Quant à Eve, il faut la voir
également : la voix d’Anne Schwanewilms est, hélas, très criarde et
rarement mélodieuse, avec un timbre souvent sur le fil, mais elle campe une Eve
plus « Cosima » qu’Eve avec beaucoup de caractère et beaucoup de
revendications à l’encontre de Sachs ... enfin de Wagner. Très belle scène
à l’acte 2 avec Sachs puis avec Walther.
Du très grand
« Meistersinger » je dois dire.
Qui prend soudain son côté
sombre, avec le charivari. Beckmesser est attaqué, violemment frappé, couvert
d’un masque représentant le « Juif » dans la caricature antisémite.
La scène se vide à nouveau mis à part Sachs médusé et effrayé et Beckmesser
affublé de son masque qui se terre dans un coin tandis qu’une énorme baudruche
représentant la même caricature plane au-dessus de lui avant de l’engloutir.
L’acte 3, qui est
politiquement le plus contestable tant un nationalisme réactionnaire, transpire
sans cesse dans ces récits épiques de la sauvegarde des traditions allemandes,
s’ouvre carrément sur la salle du procès de Nuremberg, liaison logique avec la
fin de l’acte 2 vu par Koski. Les quatre drapeaux des vainqueurs de la deuxième
guerre mondiale et du nazisme, celui de l’URSS, celui de l’Angleterre, des USA
et de la France, sont suspendus dans le fond de la salle du procès des
criminels nazis.
Il faut séparer le décor de
l’opéra lui-même puisqu’il va s’y dérouler aussi bien les scènes dans l’échoppe
du cordonnier avec David, puis avec Walther puis Beckmesser, puis la scène des
4 tourtereaux bénis par Sachs, que le défilé des sauveurs de Nuremberg qui
présente d’ailleurs de très beaux ensembles, chants et costume. Ils
s’installent sur les bancs et la scène devient noire. Ne reste qu’un rong
lumineux éclairant la tribune des plaidoiries d’où sort le portrait d’Eve,
l’enjeu du concours de chant qui va commencer.
La salle du procès est là pour rappeler que
certaines idées de l’auteur des Meistersinger peuvent mener loin. C’est sans
doute l’aspect le plus audacieux de la mise en scène proposé par Barrie Kosky.

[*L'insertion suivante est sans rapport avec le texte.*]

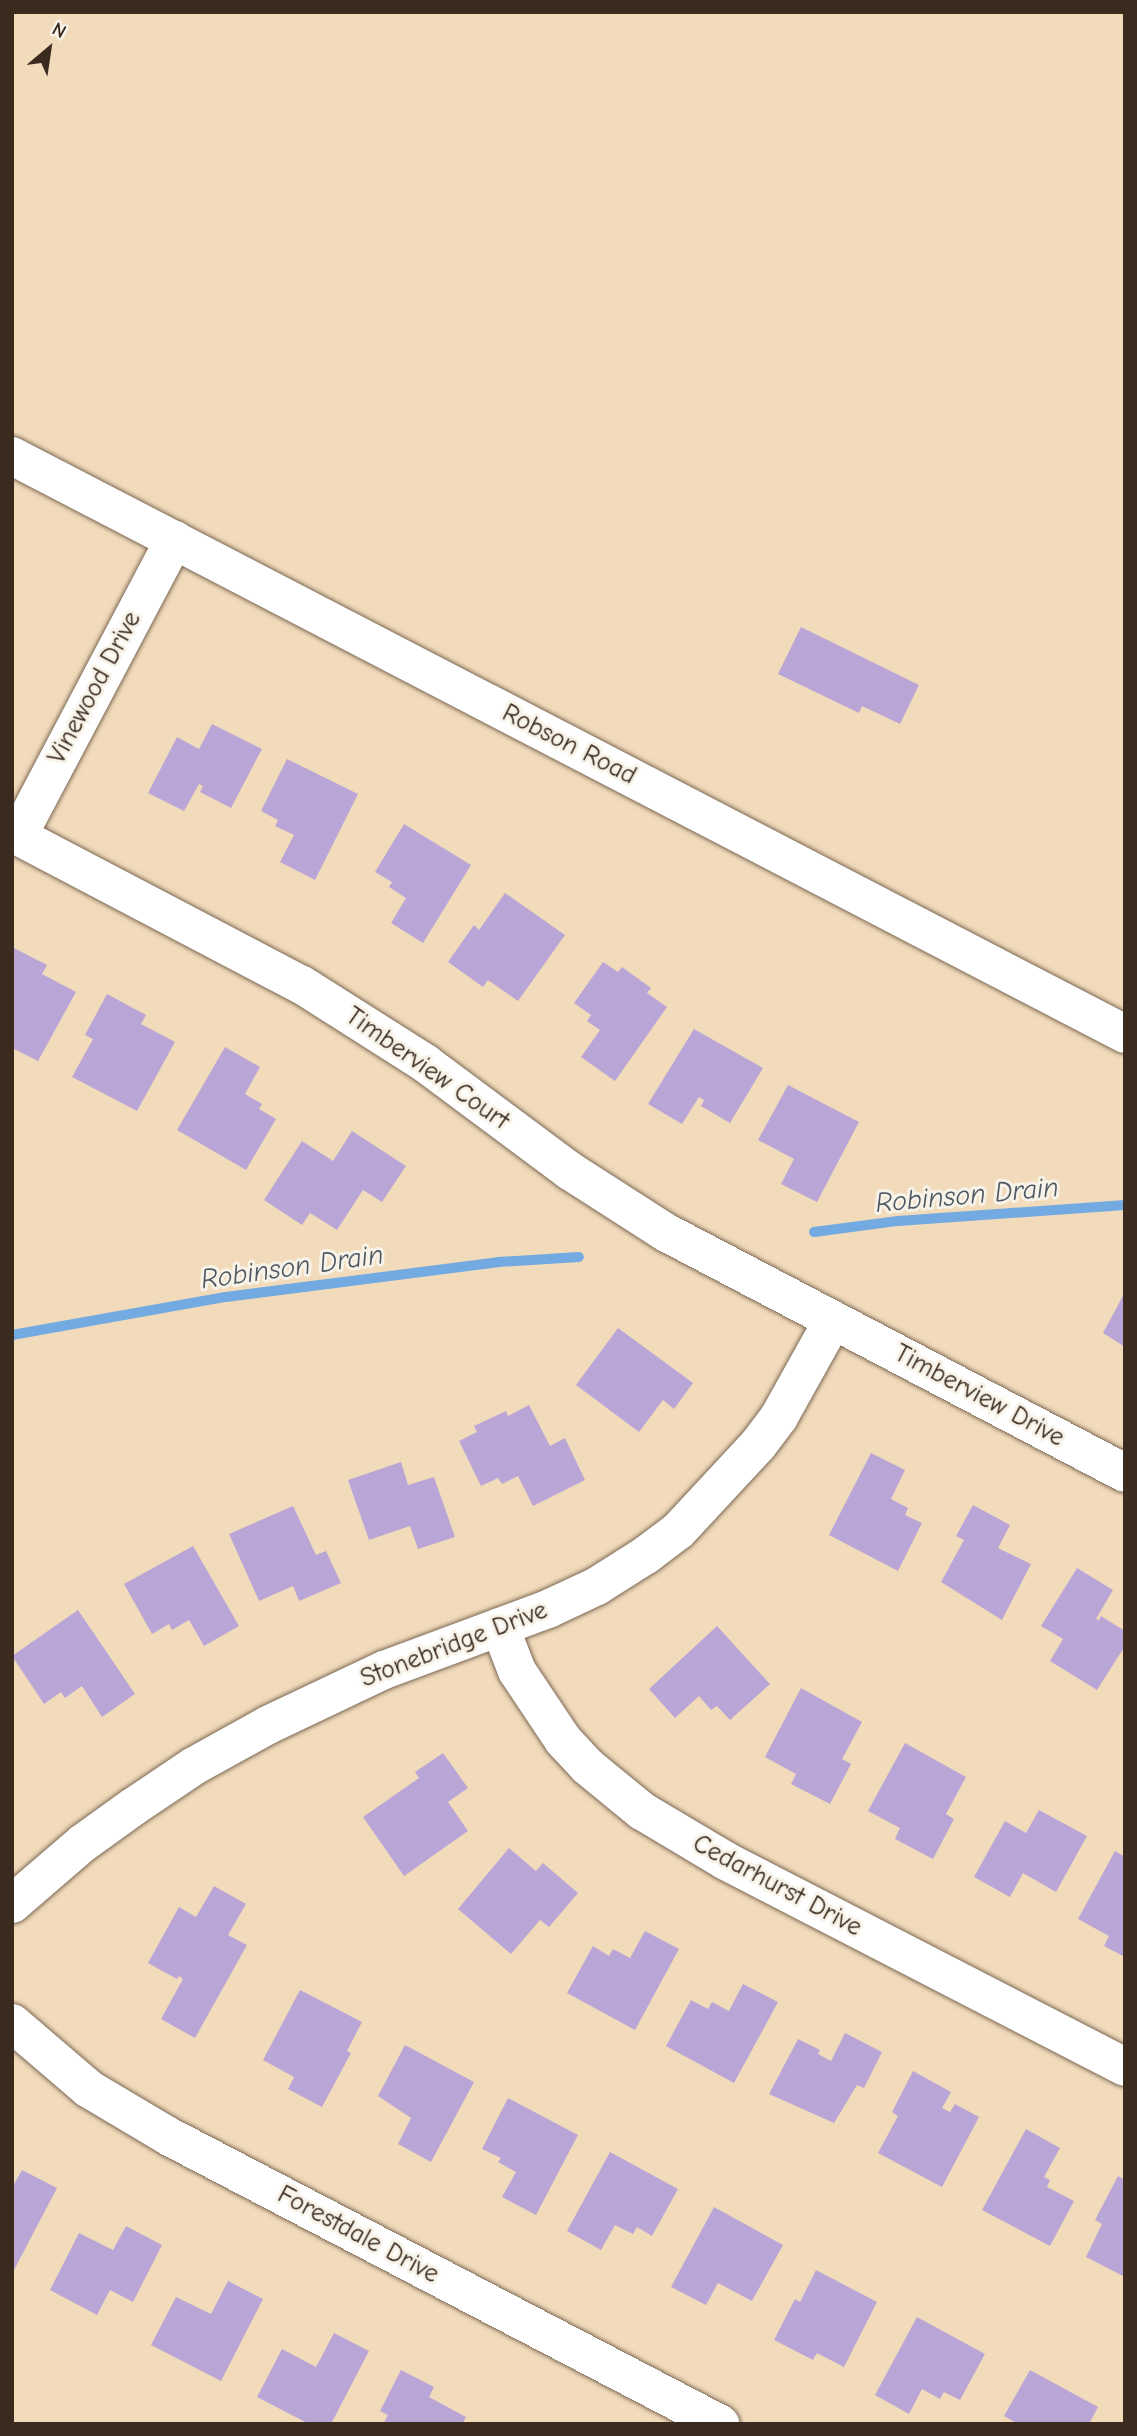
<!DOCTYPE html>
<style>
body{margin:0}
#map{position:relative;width:1137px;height:2436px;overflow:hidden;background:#f2dbbb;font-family:"Comic Neue",sans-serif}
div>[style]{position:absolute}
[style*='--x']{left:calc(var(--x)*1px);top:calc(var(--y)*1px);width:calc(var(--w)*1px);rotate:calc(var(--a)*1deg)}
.stream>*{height:10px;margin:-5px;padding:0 5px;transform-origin:5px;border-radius:5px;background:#72aae1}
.building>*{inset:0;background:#baa6d6}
.roads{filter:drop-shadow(0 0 2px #7b6855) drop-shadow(0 0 2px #7b6855)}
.minor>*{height:38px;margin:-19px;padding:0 19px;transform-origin:19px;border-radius:19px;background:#fff}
span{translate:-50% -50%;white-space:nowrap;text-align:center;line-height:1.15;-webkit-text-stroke:6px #f7f3e8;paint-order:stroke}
.street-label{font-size:26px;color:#3b2a1e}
.water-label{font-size:28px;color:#4e5762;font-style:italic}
.frame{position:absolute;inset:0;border:14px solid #3b2a1e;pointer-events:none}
.north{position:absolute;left:14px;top:14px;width:70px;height:70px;-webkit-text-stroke:5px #f7f3e8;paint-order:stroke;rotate:29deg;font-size:19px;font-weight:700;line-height:28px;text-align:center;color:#3b2a1e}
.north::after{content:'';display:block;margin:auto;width:24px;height:32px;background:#3b2a1e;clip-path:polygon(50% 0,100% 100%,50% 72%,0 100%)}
</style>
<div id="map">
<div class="stream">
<div style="--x:814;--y:1232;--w:85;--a:-7.5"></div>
<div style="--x:898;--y:1221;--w:228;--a:-4"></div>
<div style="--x:12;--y:1335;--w:217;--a:-10.1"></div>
<div style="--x:226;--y:1297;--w:274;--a:-7.3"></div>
<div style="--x:498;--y:1262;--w:81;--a:-3.5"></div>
</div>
<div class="building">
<div style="clip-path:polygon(801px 627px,919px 685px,900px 724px,862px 706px,859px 713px,778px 674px)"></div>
<div style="clip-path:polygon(212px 724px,262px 749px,231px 808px,200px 792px,203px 786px,199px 784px,184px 811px,148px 793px,177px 737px,199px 749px)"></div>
<div style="clip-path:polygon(287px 759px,358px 794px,315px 880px,280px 862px,294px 835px,275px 826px,278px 820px,261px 811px)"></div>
<div style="clip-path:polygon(404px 824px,471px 865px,423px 943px,391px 923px,406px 898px,389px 887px,392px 882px,375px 872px)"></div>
<div style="clip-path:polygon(505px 893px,565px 935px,518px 1001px,488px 980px,483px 987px,448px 962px,474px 925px,479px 930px)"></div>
<div style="clip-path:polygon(12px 947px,47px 965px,42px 974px,76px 992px,38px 1061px,12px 1048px)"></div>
<div style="clip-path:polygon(603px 962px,618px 972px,622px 967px,651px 988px,647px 993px,667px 1007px,615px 1081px,581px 1057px,600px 1030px,587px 1021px,591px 1015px,574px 1003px)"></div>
<div style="clip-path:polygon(107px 994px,146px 1015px,141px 1024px,175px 1042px,137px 1111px,72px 1077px,93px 1039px,85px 1035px)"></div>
<div style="clip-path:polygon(694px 1029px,763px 1068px,730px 1123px,701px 1106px,704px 1100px,699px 1097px,682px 1124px,648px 1104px)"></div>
<div style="clip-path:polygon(225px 1047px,260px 1067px,245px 1094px,262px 1104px,259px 1109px,276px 1119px,246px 1170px,177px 1130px)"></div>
<div style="clip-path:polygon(788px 1085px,859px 1122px,817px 1202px,781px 1184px,794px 1159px,758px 1140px)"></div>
<div style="clip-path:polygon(352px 1131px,406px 1166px,382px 1202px,363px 1190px,337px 1230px,310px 1213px,302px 1225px,264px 1200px,302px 1141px,333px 1161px)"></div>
<div style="clip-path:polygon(1125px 1292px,1125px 1347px,1103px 1333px)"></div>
<div style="clip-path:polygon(618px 1328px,693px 1383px,674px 1409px,663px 1400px,639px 1432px,576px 1385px)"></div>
<div style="clip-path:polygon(529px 1405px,550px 1446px,565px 1438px,585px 1480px,533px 1506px,518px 1476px,502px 1484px,498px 1478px,481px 1486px,459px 1441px,477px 1432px,474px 1426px,506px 1411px,508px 1416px)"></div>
<div style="clip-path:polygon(871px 1453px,905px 1470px,891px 1499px,908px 1508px,905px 1515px,922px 1523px,898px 1571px,829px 1535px)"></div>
<div style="clip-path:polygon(401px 1462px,408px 1485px,434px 1477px,455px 1537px,418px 1549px,410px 1526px,369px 1540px,348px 1480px)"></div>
<div style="clip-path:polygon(973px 1505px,1010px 1525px,998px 1548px,1031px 1564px,1002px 1620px,941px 1582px,964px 1540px,956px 1536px)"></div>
<div style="clip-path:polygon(293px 1506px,316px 1555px,326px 1551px,341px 1583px,299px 1601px,293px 1586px,259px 1601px,229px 1534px)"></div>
<div style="clip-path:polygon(193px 1546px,239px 1626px,204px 1646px,189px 1620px,172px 1630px,169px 1624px,152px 1634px,124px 1584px)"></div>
<div style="clip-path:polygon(1077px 1568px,1113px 1590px,1096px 1619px,1099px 1620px,1101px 1616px,1125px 1631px,1125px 1646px,1097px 1690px,1050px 1661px,1063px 1639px,1041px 1626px)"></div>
<div style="clip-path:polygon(78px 1610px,135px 1694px,102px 1717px,82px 1686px,65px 1698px,61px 1692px,44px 1704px,12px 1656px)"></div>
<div style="clip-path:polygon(717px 1626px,770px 1684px,730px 1720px,717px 1706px,711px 1710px,699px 1696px,675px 1718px,649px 1689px)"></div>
<div style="clip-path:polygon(801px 1688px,862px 1722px,842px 1759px,851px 1764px,830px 1804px,791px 1784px,796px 1774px,765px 1757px)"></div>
<div style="clip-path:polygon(905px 1743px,966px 1777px,946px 1814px,954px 1819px,933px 1859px,895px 1839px,900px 1828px,868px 1811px)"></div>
<div style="clip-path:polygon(443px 1753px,468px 1788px,448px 1802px,468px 1831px,404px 1876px,363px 1817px,419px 1778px,415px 1772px)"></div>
<div style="clip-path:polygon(1039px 1810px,1087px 1836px,1056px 1892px,1023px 1873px,1010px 1897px,974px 1877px,1005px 1821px,1026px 1833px)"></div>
<div style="clip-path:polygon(509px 1848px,536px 1871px,543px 1863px,578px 1893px,549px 1927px,540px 1920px,511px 1954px,458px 1909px)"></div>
<div style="clip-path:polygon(1115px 1851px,1125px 1857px,1125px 1957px,1104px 1946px,1109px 1936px,1078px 1919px)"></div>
<div style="clip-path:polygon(214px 1886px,246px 1904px,228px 1935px,247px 1945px,195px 2038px,161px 2019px,183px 1979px,179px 1976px,177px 1979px,148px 1963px,179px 1907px,196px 1917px)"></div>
<div style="clip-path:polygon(645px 1931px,679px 1949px,635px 2030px,567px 1993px,593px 1946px,609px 1956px,613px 1949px,630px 1958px)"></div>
<div style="clip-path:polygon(743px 1984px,778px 2002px,734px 2083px,666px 2046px,691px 2000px,708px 2009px,712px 2002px,729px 2011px)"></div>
<div style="clip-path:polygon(300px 1990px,362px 2022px,347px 2051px,351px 2053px,322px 2107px,288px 2089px,294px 2077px,263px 2060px)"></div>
<div style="clip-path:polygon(845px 2033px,882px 2052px,864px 2088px,857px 2085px,834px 2123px,769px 2094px,798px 2039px,820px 2050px,818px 2054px,831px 2061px)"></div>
<div style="clip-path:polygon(405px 2045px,474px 2082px,431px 2162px,398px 2144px,411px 2118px,378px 2096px)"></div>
<div style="clip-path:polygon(913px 2071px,951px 2092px,942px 2108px,950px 2112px,955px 2104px,979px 2117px,942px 2187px,878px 2153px,898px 2116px,892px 2112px)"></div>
<div style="clip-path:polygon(508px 2098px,578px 2135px,536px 2215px,502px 2197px,516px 2172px,498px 2162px,501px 2158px,482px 2149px)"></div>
<div style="clip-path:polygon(1026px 2129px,1060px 2148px,1044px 2177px,1050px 2180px,1047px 2187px,1074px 2201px,1050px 2246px,982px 2210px)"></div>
<div style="clip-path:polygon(610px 2152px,678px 2189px,652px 2236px,637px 2227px,633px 2234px,615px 2225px,601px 2250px,567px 2231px)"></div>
<div style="clip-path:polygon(22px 2170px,57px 2188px,14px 2270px,12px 2188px)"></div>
<div style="clip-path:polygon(1118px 2176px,1125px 2180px,1125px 2277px,1086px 2257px,1102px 2224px,1095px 2220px)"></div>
<div style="clip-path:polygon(714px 2207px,783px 2245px,752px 2301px,718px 2283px,706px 2305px,671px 2287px)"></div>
<div style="clip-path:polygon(126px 2226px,162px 2245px,133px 2302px,110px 2290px,97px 2315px,50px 2290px,79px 2233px,113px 2250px)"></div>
<div style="clip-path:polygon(816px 2270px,877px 2302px,844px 2367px,817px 2353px,813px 2360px,774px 2340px,795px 2299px,800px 2302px)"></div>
<div style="clip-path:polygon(228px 2281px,263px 2299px,221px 2381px,151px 2345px,176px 2297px,211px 2314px)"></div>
<div style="clip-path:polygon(917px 2317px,985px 2354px,960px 2400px,944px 2392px,940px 2399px,922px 2389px,909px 2414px,875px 2395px)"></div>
<div style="clip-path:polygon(334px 2333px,369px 2351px,331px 2424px,309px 2424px,257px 2397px,282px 2349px,316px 2367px)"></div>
<div style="clip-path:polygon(401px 2370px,434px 2387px,429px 2397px,466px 2417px,462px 2424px,383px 2424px,388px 2415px,380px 2411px)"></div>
<div style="clip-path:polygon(1030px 2370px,1098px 2407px,1089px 2424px,1018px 2424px,1004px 2416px)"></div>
</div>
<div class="roads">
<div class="minor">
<div style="--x:12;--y:456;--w:1254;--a:27.44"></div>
<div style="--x:12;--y:833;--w:327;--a:27.7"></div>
<div style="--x:302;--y:985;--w:146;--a:32.4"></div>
<div style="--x:425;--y:1063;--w:181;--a:36.7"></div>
<div style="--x:570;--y:1171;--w:113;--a:32.7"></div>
<div style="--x:665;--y:1232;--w:519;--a:27.65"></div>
<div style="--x:18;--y:836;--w:335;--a:-62.2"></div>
<div style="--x:500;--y:1627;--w:47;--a:68.9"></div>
<div style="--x:517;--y:1671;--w:83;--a:56.3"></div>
<div style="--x:563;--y:1740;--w:35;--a:47"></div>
<div style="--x:587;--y:1766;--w:71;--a:39.3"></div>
<div style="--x:642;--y:1811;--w:98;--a:30.8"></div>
<div style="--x:726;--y:1861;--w:449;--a:27.3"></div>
<div style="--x:12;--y:1904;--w:94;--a:-40.7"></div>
<div style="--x:83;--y:1843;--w:62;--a:-35.8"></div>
<div style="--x:133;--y:1807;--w:73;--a:-33.9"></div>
<div style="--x:194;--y:1766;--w:85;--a:-29"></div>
<div style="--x:268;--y:1725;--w:128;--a:-25.4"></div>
<div style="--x:384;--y:1670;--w:175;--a:-20.4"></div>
<div style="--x:548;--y:1609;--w:54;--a:-25.1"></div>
<div style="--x:597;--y:1586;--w:58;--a:-32.3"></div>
<div style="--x:646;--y:1555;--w:40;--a:-37"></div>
<div style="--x:678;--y:1531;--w:117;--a:-47.1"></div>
<div style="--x:758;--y:1445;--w:35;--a:-53"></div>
<div style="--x:779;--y:1417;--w:111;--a:-60.9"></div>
<div style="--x:12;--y:2023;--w:101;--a:40.6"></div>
<div style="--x:89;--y:2089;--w:92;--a:30.7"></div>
<div style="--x:168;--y:2136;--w:623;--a:27.55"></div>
</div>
</div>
<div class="street-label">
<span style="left:95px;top:688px;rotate:-62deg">Vinewood Drive</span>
<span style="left:569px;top:745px;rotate:27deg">Robson Road</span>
<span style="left:427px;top:1069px;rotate:35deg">Timberview Court</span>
<span style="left:979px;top:1396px;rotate:28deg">Timberview Drive</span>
<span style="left:454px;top:1645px;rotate:-21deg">Stonebridge Drive</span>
<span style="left:777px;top:1886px;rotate:28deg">Cedarhurst Drive</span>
<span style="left:358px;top:2235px;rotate:28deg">Forestdale Drive</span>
</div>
<div class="water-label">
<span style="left:967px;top:1195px;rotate:-5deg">Robinson Drain</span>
<span style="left:292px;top:1267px;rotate:-8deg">Robinson Drain</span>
</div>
<div class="frame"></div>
<div class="north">N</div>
</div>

D’autant que lorsque la scène
retrouve sa lumière, nos représentants du folklore des Meistersinger sont
toujours sur les bancs en costume d’époque. Tout comme les Meistersinger qui
font des entrées remarquables (et applaudis par la foule) dans une grande
liesse populaire. Mais au premier plan, un soldat de la PM et une greffière en
habits des années 50 rappellent le sens que Kosky donne à la scène.
La scène se vide encore
complètement après le triomphe de Walther et son refus de devenir Meister pour
laisser Wagner-Sachs conclure seul en scène, sans autre accessoire que la
tribune des orateurs alors que progressivement, dans son dos, se lève le mur du
fond dévoilant un deuxième orchestre avec choeurs. Il se retourne. Il est
Wagner bien sûr et dirige le final d’une main de maitre.
Epoustouflant final, d’une
intelligence et d’un esthétisme rare.
On reste sonné et il faut bien
le dire, du coup, les imperfections notées dans mes premières impressions audio
sont très secondaires d’autant que pour l’essentiel, vocalement, les parties
principales sont très très bien assurées.
Je n’y reviens pas.

(*) A noter : Günther Groissböck chante un très beau Fasolt dans Das Rheingold dans ce même festival de Bayreuth. Daniel Behle quant à lui chante Froh.